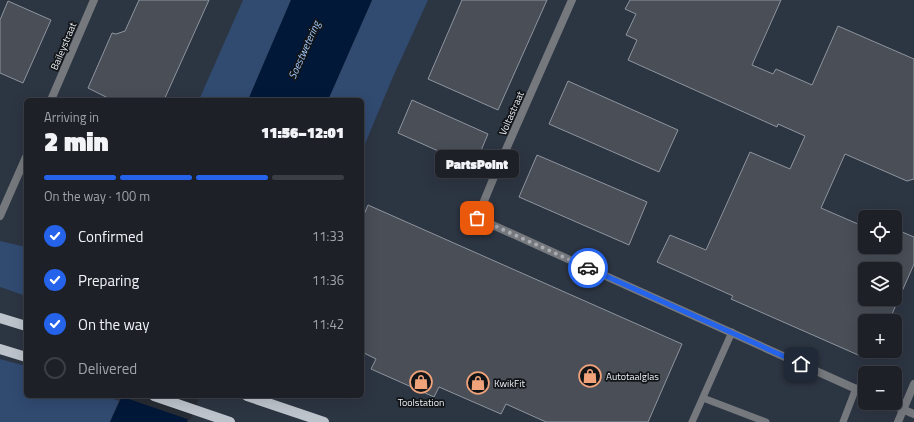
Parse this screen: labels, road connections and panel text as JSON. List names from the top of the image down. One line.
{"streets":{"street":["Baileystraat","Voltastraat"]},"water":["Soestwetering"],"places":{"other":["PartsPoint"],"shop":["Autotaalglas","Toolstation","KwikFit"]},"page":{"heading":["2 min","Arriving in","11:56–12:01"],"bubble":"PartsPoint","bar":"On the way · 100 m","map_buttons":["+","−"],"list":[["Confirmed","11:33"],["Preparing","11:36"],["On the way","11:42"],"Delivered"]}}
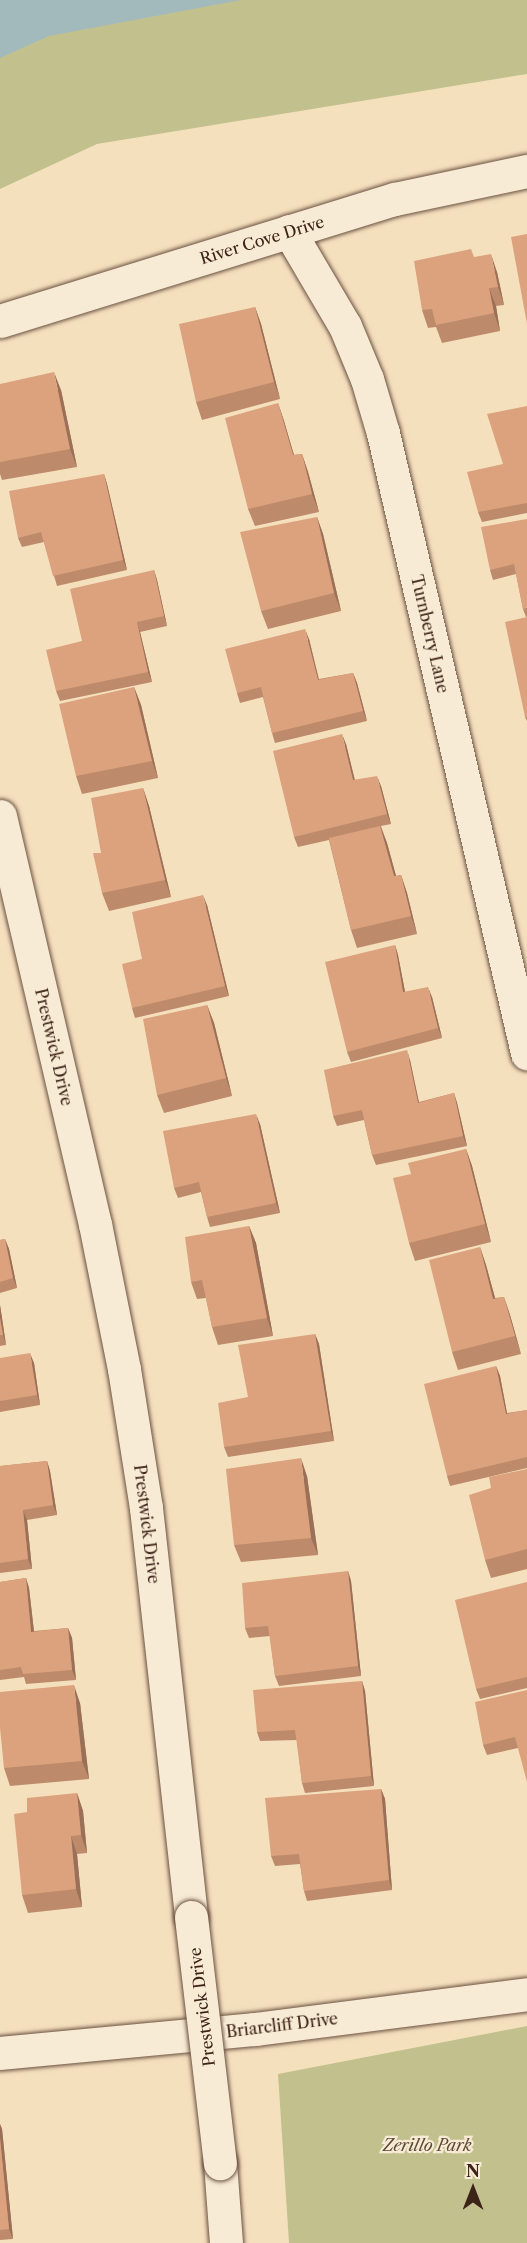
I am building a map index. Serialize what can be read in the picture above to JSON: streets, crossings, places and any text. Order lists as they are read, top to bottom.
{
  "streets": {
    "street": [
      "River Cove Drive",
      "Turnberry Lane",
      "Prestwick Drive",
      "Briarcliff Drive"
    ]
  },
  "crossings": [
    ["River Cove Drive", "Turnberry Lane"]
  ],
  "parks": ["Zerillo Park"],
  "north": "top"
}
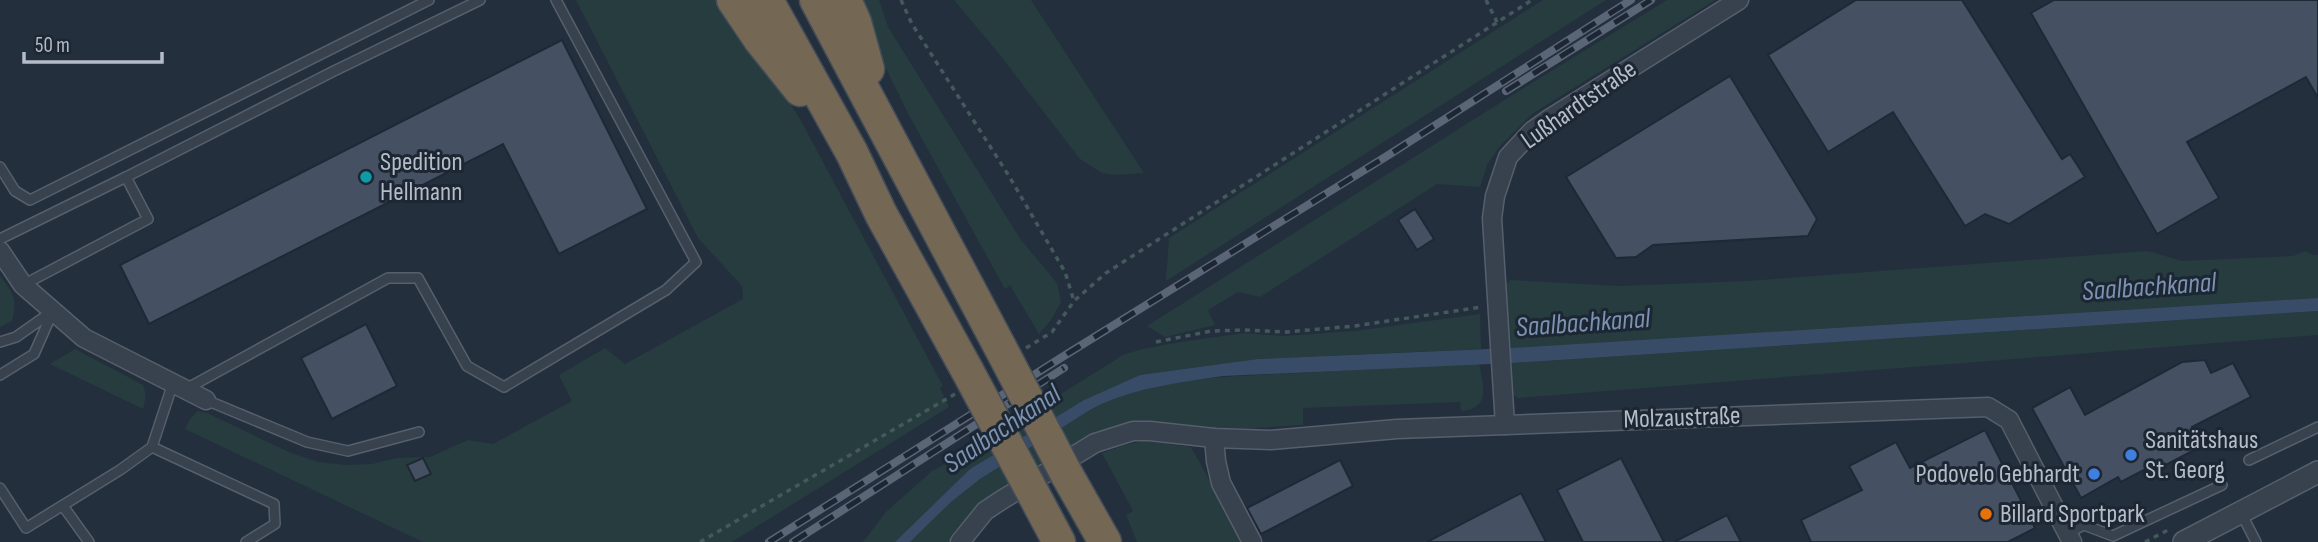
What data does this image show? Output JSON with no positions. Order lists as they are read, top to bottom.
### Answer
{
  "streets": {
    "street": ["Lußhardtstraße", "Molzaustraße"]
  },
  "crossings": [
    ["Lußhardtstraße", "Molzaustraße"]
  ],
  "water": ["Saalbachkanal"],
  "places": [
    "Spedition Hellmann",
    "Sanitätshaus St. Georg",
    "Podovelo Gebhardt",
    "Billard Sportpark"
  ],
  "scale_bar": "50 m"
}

━━━━━━━━

[Exercise instructions]:
Across the whole listing above, repeat each line exactly and leave out the images.

[Your solution]:
Parse this screen: labels, road connections and panel text as JSON. List names from the top of the image down. One line.
{"streets":{"street":["Baileystraat","Voltastraat"]},"water":["Soestwetering"],"places":{"other":["PartsPoint"],"shop":["Autotaalglas","Toolstation","KwikFit"]},"page":{"heading":["2 min","Arriving in","11:56–12:01"],"bubble":"PartsPoint","bar":"On the way · 100 m","map_buttons":["+","−"],"list":[["Confirmed","11:33"],["Preparing","11:36"],["On the way","11:42"],"Delivered"]}}
I am building a map index. Serialize what can be read in the picture above to JSON: streets, crossings, places and any text. Order lists as they are read, top to bottom.
{
  "streets": {
    "street": [
      "River Cove Drive",
      "Turnberry Lane",
      "Prestwick Drive",
      "Briarcliff Drive"
    ]
  },
  "crossings": [
    ["River Cove Drive", "Turnberry Lane"]
  ],
  "parks": ["Zerillo Park"],
  "north": "top"
}
What data does this image show? Output JSON with no positions. Order lists as they are read, top to bottom.
### Answer
{
  "streets": {
    "street": ["Lußhardtstraße", "Molzaustraße"]
  },
  "crossings": [
    ["Lußhardtstraße", "Molzaustraße"]
  ],
  "water": ["Saalbachkanal"],
  "places": [
    "Spedition Hellmann",
    "Sanitätshaus St. Georg",
    "Podovelo Gebhardt",
    "Billard Sportpark"
  ],
  "scale_bar": "50 m"
}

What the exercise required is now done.